-- EXERCISE INPUTS follows --
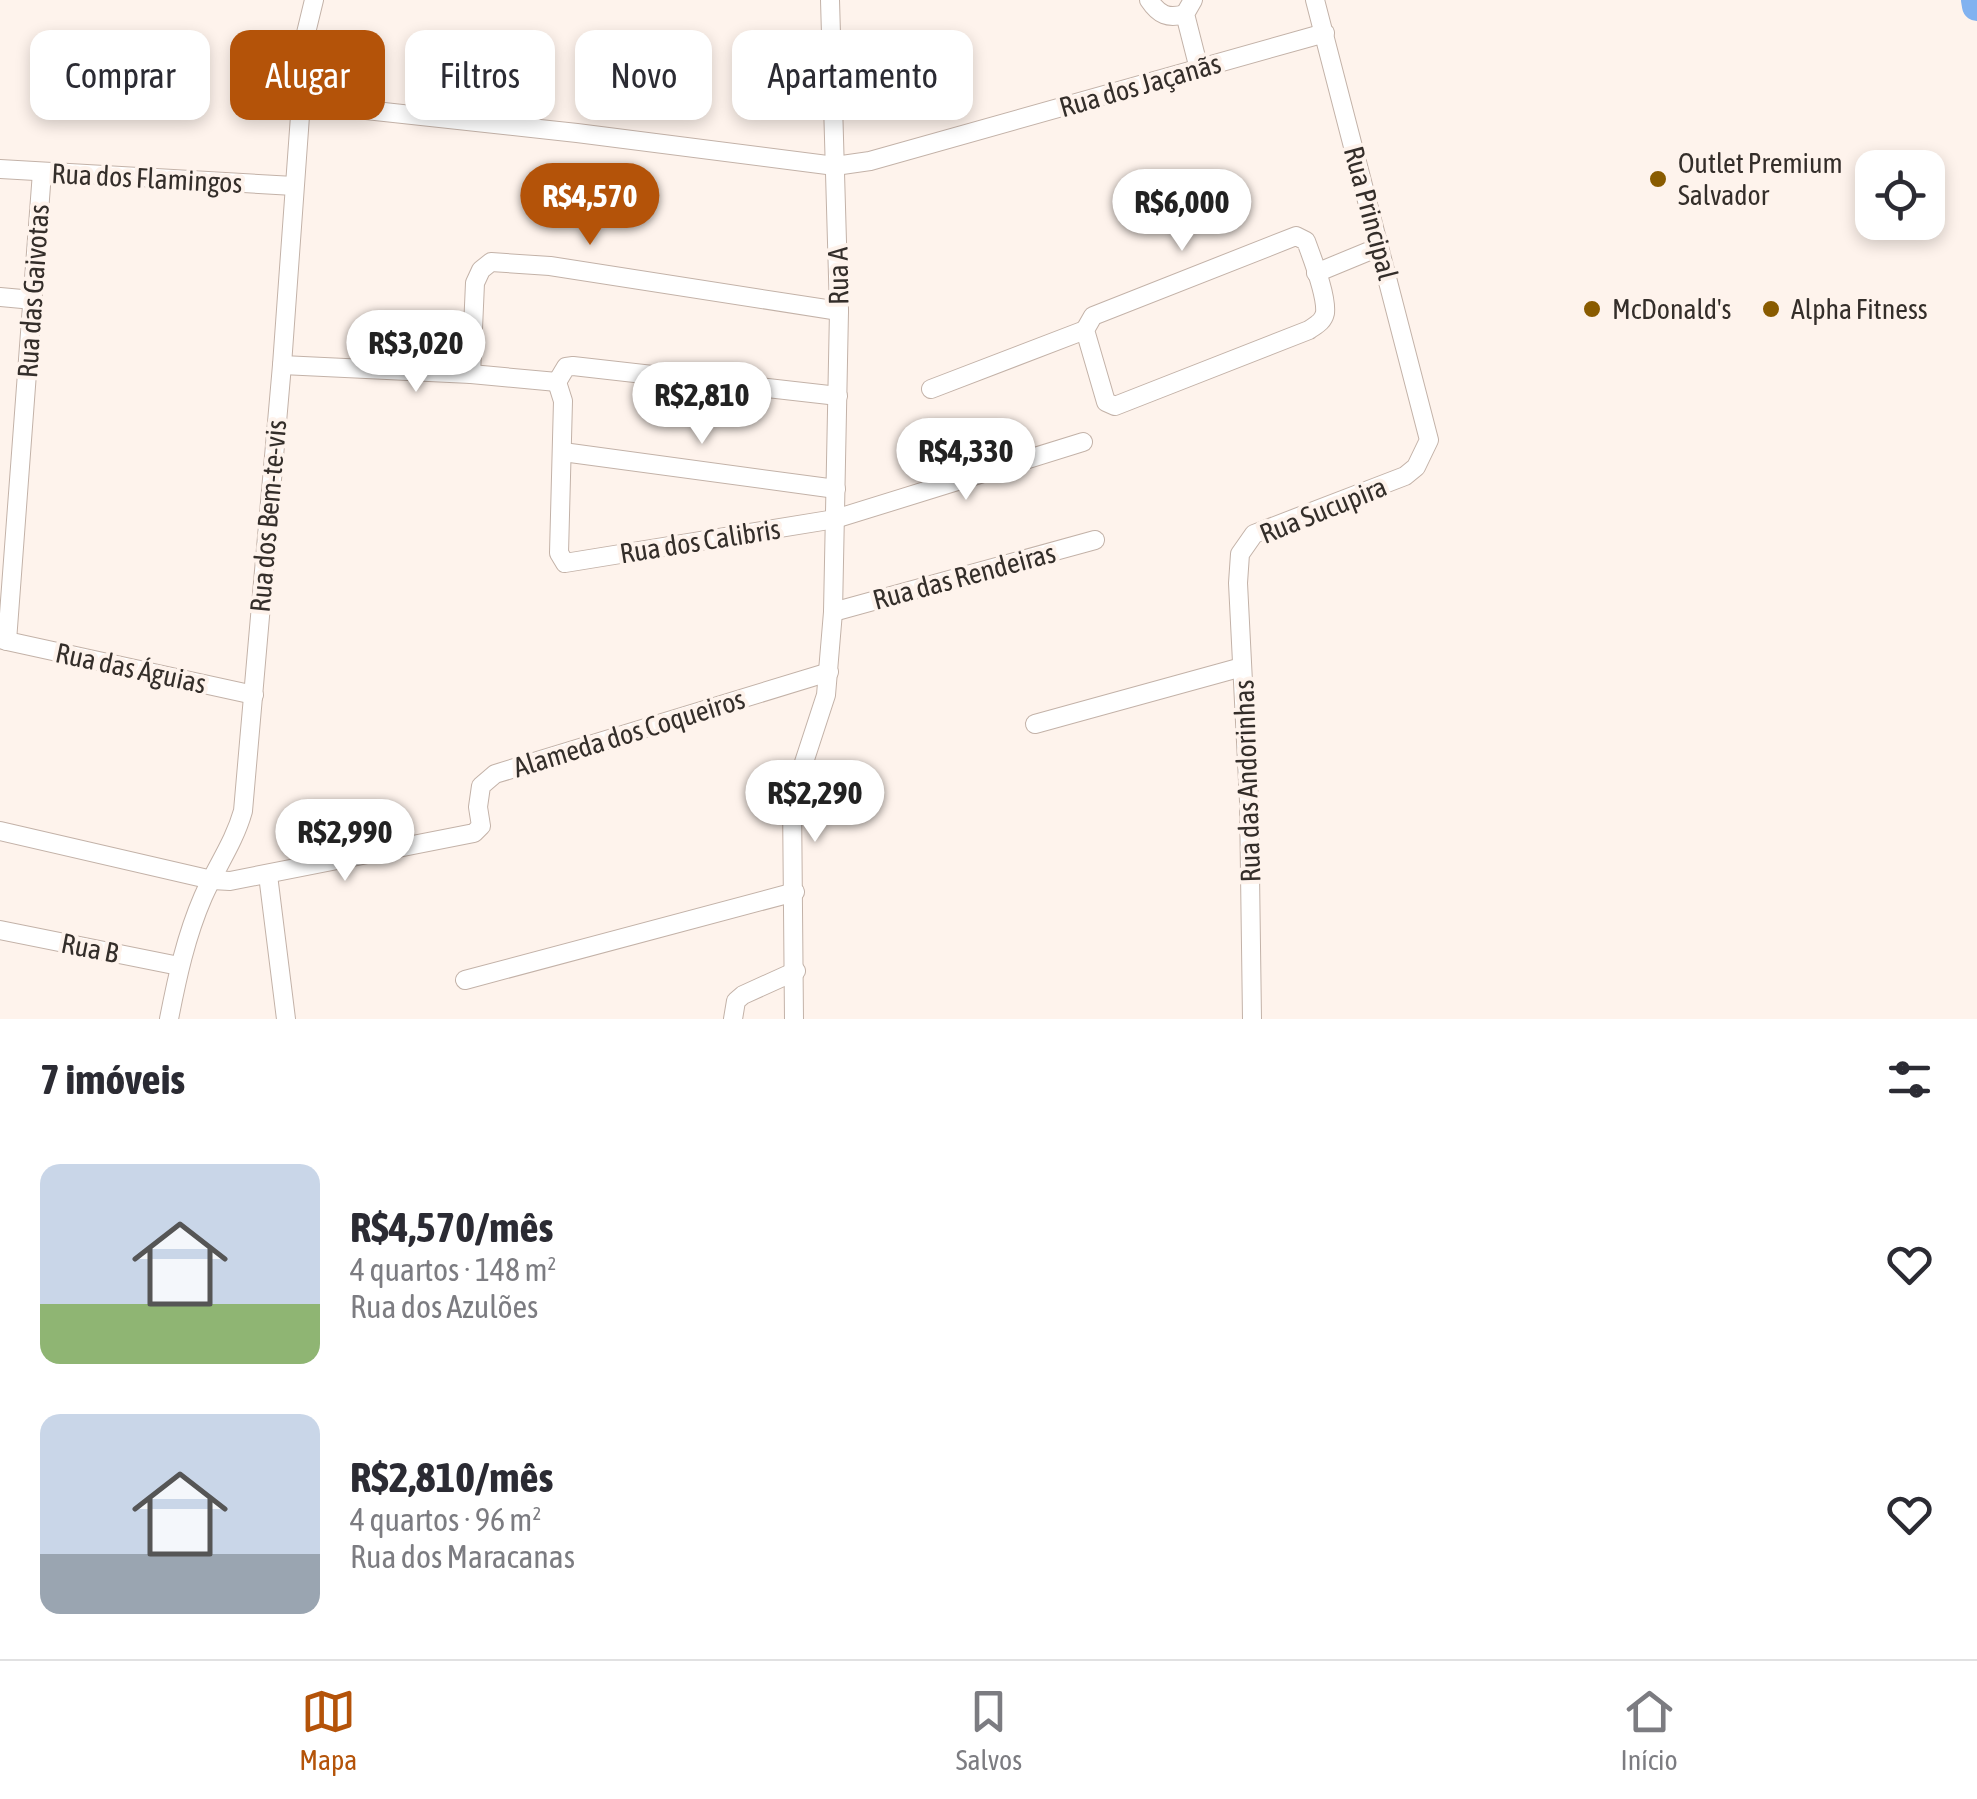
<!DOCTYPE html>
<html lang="pt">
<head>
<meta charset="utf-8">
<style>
	:root { --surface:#fff; --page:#f7f7f7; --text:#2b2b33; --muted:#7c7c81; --line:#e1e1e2; --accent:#b45309 }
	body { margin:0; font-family:"Asap Condensed",sans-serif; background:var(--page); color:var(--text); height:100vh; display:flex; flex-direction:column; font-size:38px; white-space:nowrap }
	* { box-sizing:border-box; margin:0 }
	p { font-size:32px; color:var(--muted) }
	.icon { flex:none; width:55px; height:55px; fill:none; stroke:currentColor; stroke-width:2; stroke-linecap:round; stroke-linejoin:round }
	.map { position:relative; height:1019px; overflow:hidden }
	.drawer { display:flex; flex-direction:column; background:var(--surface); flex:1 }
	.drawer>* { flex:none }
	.hud { position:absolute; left:30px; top:30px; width:1000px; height:90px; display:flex; gap:20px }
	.tools { position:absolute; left:1855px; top:150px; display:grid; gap:20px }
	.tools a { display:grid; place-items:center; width:90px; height:90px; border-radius:20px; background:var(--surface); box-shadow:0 5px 15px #0003; font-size:50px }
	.price { position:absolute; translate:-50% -85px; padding:0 22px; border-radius:35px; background:#fff; color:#222; font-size:32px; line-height:65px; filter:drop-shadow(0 2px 5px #0008) }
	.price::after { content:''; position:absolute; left:50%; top:60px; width:30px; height:22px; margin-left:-15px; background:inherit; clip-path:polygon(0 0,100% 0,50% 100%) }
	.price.on { background:var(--accent); color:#fff }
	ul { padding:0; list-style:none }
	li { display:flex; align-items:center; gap:30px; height:250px; padding:0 40px }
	li span { display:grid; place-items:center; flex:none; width:280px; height:200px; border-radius:20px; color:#555 }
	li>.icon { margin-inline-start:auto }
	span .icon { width:120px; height:120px; fill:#fffc; stroke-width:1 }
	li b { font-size:42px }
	h2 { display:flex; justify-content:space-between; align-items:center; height:120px; padding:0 40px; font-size:42px }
	.tag { padding:0 35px; border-radius:20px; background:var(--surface); box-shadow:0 5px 15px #0003; font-size:35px; line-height:90px }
	.tag.on { background:var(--accent); color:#fff }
	.tab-bar { display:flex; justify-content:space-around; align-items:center; height:140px; border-top:2px solid var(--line); background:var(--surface); font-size:28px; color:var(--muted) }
	.tab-bar a { display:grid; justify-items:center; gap:5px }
	.tab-bar .on { color:var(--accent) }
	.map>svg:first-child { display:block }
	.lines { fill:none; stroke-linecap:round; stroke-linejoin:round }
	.river { stroke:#81b2f0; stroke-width:30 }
	.street-casing { stroke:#c3b2a8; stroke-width:20 }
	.street { stroke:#fff; stroke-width:18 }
	.poi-dot { fill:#895b00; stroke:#fef3ec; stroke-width:4 }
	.labels { text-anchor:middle; stroke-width:8; stroke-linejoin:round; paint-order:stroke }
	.street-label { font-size:28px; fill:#342e2a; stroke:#fef3ec }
	.poi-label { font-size:28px; fill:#342e2a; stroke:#fef3ec; text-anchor:start }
</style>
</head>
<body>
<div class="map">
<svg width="1977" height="1019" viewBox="0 0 1977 1019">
	<rect width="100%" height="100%" fill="#fef3ec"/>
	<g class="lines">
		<!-- river -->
		<polyline class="river" points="1976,0 1977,6"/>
		<!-- street casing -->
		<g class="street-casing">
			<g id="street">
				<path d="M1149 0C1159 15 1168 19 1185 14"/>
				<polyline points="1193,0 1185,14 1199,69"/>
				<polyline points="302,103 577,133 835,166 870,161 1325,33"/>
				<polyline points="0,169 294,186"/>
				<path d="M1296 236 1306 241C1312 258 1327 295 1325 313 1323 322 1316 325 1309 330L1115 406 1106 402 1085 330 1093 316Z"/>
				<polyline points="1316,273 1379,247"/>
				<polyline points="0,297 33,300"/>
				<polyline points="282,365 471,374 557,382"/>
				<polyline points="471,374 475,283 481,270 491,262 550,266 839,311"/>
				<polyline points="557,382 563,401 559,553 565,563 835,519 1083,442"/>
				<polyline points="557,382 566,367 573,366 838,396"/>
				<polyline points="931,389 1085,330"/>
				<polyline points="563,452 836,489"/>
				<polyline points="833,612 1095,540"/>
				<polyline points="0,639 7,641 42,172"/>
				<polyline points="7,641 254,695"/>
				<polyline points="1035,724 1242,667"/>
				<polyline points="0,831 212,880 230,881 474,833 481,826 478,807 481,786 495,774 829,672"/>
				<polyline points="268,875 286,1019"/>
				<polyline points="0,930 179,966"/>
				<polyline points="465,980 795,892"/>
				<path d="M169 1019C177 978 186 936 203 897 216 867 234 843 243 811L282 365 306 33 314 0"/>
				<polyline points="733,1019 736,1001 743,995 796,971"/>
				<polyline points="794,1019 792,799 826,695 833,612 839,311 830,0"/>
				<polyline points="1252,1019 1249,801 1238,583 1240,554 1254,534 1405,476 1416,467 1429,440 1315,0"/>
			</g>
		</g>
		<!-- street -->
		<use href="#street" class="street"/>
	</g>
	<!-- markers -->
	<g class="poi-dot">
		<circle cx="1658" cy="179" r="10"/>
		<circle cx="1592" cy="309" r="10"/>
		<circle cx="1771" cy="309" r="10"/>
	</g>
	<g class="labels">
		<!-- street labels -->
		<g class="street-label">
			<text transform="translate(1140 85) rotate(-16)" y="10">Rua dos Jaçanãs</text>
			<text transform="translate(147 178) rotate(3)" y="10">Rua dos Flamingos</text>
			<text transform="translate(1371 213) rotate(75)" y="10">Rua Principal</text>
			<text transform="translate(838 276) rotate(-91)" y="10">Rua A</text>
			<text transform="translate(33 291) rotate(-86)" y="10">Rua das Gaivotas</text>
			<text transform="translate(1323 510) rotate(-22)" y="10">Rua Sucupira</text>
			<text transform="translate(268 516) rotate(-85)" y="10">Rua dos Bem-te-vis</text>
			<text transform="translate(700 541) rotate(-9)" y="10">Rua dos Calibris</text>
			<text transform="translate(964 576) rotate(-15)" y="10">Rua das Rendeiras</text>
			<text transform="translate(131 668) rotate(12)" y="10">Rua das Águias</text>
			<text transform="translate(629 733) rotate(-17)" y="10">Alameda dos Coqueiros</text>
			<text transform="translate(1247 781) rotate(-92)" y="10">Rua das Andorinhas</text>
			<text transform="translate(90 948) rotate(11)" y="10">Rua B</text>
		</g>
		<!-- poi labels -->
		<g class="poi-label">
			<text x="1678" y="173">Outlet Premium<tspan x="1678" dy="32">Salvador</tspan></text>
			<text x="1612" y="319">McDonald's</text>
			<text x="1791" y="319">Alpha Fitness</text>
		</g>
	</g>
</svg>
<div class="tools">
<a><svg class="icon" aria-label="locate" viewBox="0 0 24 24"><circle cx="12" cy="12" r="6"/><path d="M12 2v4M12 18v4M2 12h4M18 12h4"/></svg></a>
</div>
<b class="price on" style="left:590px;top:248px">R$4,570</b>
<b class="price" style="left:1182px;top:254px">R$6,000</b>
<b class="price" style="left:416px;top:395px">R$3,020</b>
<b class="price" style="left:702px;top:447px">R$2,810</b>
<b class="price" style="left:966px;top:503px">R$4,330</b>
<b class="price" style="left:815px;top:845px">R$2,290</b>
<b class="price" style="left:345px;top:884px">R$2,990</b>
<div class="hud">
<a class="tag">Comprar</a>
<a class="tag on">Alugar</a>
<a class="tag">Filtros</a>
<a class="tag">Novo</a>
<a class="tag">Apartamento</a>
</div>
</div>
<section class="drawer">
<h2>7 imóveis<svg class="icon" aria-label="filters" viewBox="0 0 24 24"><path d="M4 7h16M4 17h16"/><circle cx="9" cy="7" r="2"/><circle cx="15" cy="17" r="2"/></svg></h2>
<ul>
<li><span style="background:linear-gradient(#c9d6e8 70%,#8fb573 0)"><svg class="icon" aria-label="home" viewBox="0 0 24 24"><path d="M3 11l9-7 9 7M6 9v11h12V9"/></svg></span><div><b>R$4,570/mês</b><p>4 quartos · 148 m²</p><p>Rua dos Azulões</p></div><svg class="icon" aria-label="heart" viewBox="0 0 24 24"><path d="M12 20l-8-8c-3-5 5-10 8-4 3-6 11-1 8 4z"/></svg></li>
<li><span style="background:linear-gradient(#c9d6e8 70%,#9aa5b1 0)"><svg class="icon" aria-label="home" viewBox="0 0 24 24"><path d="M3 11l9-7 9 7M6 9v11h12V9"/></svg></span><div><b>R$2,810/mês</b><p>4 quartos · 96 m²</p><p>Rua dos Maracanas</p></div><svg class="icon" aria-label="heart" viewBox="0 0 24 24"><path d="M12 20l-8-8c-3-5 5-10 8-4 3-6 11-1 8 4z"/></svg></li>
</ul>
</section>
<nav class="tab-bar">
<a class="on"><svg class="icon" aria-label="map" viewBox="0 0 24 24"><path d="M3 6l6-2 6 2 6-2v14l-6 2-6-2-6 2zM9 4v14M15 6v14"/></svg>Mapa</a>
<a><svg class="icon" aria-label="saved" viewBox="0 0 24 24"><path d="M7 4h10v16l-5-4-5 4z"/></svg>Salvos</a>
<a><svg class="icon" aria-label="home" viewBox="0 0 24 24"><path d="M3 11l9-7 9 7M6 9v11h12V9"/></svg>Início</a>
</nav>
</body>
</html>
-- EXERCISE INPUTS concluded --
* [WHAT YOU WILL DO]
Each line from the beginning of the entries up to and including the one containing "display:grid; place-items:center; width:90px;" must be restated exactly. Pictures are to be left out.

* [EXPECTED ANSWER]
<!DOCTYPE html>
<html lang="pt">
<head>
<meta charset="utf-8">
<style>
	:root { --surface:#fff; --page:#f7f7f7; --text:#2b2b33; --muted:#7c7c81; --line:#e1e1e2; --accent:#b45309 }
	body { margin:0; font-family:"Asap Condensed",sans-serif; background:var(--page); color:var(--text); height:100vh; display:flex; flex-direction:column; font-size:38px; white-space:nowrap }
	* { box-sizing:border-box; margin:0 }
	p { font-size:32px; color:var(--muted) }
	.icon { flex:none; width:55px; height:55px; fill:none; stroke:currentColor; stroke-width:2; stroke-linecap:round; stroke-linejoin:round }
	.map { position:relative; height:1019px; overflow:hidden }
	.drawer { display:flex; flex-direction:column; background:var(--surface); flex:1 }
	.drawer>* { flex:none }
	.hud { position:absolute; left:30px; top:30px; width:1000px; height:90px; display:flex; gap:20px }
	.tools { position:absolute; left:1855px; top:150px; display:grid; gap:20px }
	.tools a { display:grid; place-items:center; width:90px; height:90px; border-radius:20px; background:var(--surface); box-shadow:0 5px 15px #0003; font-size:50px }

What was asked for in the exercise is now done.